I think there should be more explanation behind the word "unsafe". I.e., "not backed by a ref-counted variable in a larger scope" or something like that.

jkorous added inline comments.Aug 26 2020, 10:50 PM
clang/lib/StaticAnalyzer/Checkers/WebKit/UncountedLocalVarsChecker.cpp
34

I could probably use a recursive StmtVisitor, filter out everything I am not interested in (seems like a lot https://clang.llvm.org/doxygen/classclang_1_1CompoundStmt.html) and visit VarDecl child nodes.

But won't the complexity be actually worse?

O(count(Stmt)) "could be >" O(count(local VarDecl))
86–91

I see what you don't like and agree that I'd be happier to have a clearer and more performant approach but I don't understand your suggestion.

Let me start by explaining how I understand the task we have here and how I implemented it. Maybe you'll see some completely different approach than I did.

We get an arbitrary pair (Guarded, MaybeGuardian) of VarDecl-s where Guarded is newly defined local variable and MaybeGuardian is used to initialize it (potentially "indirectly").

FooClass guarded = maybeguardian.get();

Informally speaking we are trying to verify that MaybeGuardian VarDecl is defined in a block that is an ancestor (== direct or indirect parent, a block is NOT ancestor to itself) to the block where Guarded VarDecl is defined.

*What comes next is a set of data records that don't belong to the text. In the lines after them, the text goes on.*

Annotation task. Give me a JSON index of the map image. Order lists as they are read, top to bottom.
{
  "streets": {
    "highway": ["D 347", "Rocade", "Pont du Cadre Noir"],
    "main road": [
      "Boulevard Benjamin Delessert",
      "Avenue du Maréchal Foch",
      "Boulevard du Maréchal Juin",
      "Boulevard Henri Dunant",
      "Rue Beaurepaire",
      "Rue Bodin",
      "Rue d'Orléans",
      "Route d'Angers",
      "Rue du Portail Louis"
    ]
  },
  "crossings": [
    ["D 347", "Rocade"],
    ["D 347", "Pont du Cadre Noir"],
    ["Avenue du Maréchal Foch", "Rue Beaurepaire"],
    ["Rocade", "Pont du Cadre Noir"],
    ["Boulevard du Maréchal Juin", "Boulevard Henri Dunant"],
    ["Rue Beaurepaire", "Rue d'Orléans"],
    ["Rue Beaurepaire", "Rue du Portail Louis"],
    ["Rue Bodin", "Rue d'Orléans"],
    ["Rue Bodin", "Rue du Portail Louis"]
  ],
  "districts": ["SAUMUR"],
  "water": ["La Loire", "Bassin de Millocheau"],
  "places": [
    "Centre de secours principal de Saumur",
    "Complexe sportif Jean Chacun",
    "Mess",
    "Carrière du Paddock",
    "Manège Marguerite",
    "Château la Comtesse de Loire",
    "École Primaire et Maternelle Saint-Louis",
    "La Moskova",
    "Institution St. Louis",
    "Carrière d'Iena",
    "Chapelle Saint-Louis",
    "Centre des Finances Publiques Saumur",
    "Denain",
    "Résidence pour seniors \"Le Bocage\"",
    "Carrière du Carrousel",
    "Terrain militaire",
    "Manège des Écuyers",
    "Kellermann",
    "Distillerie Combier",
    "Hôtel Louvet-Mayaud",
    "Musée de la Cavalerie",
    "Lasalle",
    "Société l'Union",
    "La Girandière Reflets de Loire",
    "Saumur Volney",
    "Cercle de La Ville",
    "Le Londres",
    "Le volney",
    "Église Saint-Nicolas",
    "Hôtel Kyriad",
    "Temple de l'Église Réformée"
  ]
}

In terms of nodes we are trying to verify that MaybeGuardian VarDecl is part of CompoundStmt which also contains the CompoundStmt which contains Guarded VarDecl. The "CompoundStmt which contains the CompoundStmt" is important as we don't allow Guarded and MaybeGuardian to be declared in the same scope/as part of the same CompoundStmt.

The way I implemented is:

  1. Find the closest CompoundStmt ancestor of MaybeGuardian VarDecl.
  2. Iterate CompoundStmt ancestors of Guarded VarDecl (from Guarded to TranslationUnitDecl).
    1. Skip the first CompoundStmt ancestors of Guarded as we don't allow Guarded and MaybeGuardian to be defined in the same scope
    2. If any further CompoundStmt ancestors of Guarded == the closest CompoundStmt ancestor of MaybeGuardian VarDecl from step 1. we've verified that the requirement about blocks is satisfied => return true;.
  3. Otherwise return false;.

Now, I guess we definitely could trade some memory for CPU cycles but I don't see any trivial solution due to these:

  • It probably doesn't make sense to run the checker from any other node than uncounted local variable being initialized - this is the Guarded VarDecl in this context. I feel that if we rewrite the checker to start by visiting() any other node that plays a role in this pattern the performance might be even worse.
  • We shouldn't expect that the MaybeGuardian has to be in the direct parent CompoundStmt of Guarded.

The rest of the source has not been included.